[CVPR 2020] Transform and Tell: Entity-Aware News Image Captioning

Overview

Transform and Tell: Entity-Aware News Image Captioning

Teaser

This repository contains the code to reproduce the results in our CVPR 2020 paper Transform and Tell: Entity-Aware News Image Captioning. We propose an end-to-end model which generates captions for images embedded in news articles. News images present two key challenges: they rely on real-world knowledge, especially about named entities; and they typically have linguistically rich captions that include uncommon words. We address the first challenge by associating words in the caption with faces and objects in the image, via a multi-modal, multi-head attention mechanism. We tackle the second challenge with a state-of-the-art transformer language model that uses byte-pair-encoding to generate captions as a sequence of word parts.
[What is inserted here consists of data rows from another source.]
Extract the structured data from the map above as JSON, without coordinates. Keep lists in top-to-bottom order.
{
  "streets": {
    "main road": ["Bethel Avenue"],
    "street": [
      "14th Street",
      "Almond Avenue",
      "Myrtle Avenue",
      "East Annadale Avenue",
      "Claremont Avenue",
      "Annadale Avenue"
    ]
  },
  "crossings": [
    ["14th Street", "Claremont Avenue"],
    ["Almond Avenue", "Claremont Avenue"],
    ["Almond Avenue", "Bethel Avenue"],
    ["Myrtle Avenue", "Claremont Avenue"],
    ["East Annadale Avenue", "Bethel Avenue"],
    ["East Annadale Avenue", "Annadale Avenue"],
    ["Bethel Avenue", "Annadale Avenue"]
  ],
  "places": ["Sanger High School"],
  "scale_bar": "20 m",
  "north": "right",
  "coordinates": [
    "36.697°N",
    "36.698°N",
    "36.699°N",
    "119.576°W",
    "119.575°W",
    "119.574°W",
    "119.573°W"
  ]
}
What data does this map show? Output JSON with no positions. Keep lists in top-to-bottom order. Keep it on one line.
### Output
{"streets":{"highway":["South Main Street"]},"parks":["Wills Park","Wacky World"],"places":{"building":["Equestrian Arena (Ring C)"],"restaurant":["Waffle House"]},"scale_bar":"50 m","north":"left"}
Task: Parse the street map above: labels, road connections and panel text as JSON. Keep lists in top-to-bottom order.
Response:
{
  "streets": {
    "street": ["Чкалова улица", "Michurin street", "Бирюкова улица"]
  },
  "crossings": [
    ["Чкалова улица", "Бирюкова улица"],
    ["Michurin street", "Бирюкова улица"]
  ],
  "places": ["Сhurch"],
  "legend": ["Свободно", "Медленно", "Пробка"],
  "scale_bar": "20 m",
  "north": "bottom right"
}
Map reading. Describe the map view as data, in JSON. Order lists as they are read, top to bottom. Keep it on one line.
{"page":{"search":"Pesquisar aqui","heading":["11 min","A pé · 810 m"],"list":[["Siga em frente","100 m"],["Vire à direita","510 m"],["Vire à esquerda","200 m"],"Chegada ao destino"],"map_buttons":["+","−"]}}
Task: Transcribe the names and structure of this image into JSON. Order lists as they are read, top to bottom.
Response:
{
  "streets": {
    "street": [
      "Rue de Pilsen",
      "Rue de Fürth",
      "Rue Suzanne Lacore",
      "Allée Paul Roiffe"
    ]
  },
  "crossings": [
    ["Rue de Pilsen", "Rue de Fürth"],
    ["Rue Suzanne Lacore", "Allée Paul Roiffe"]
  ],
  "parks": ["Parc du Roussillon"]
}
On the GoodNews dataset, our model outperforms the previous state of the art by a factor of four in CIDEr score (13 to 54). This performance gain comes from a unique combination of language models, word representation, image embeddings, face embeddings, object embeddings, and improvements in neural network design. We also introduce the NYTimes800k dataset which is 70% larger than GoodNews, has higher article quality, and includes the locations of images within articles as an additional contextual cue.

A live demo can be accessed here. In the demo, you can provide the URL to a New York Times article. The server will then scrape the web page, extract the article and image, and feed them into our model to generate a caption.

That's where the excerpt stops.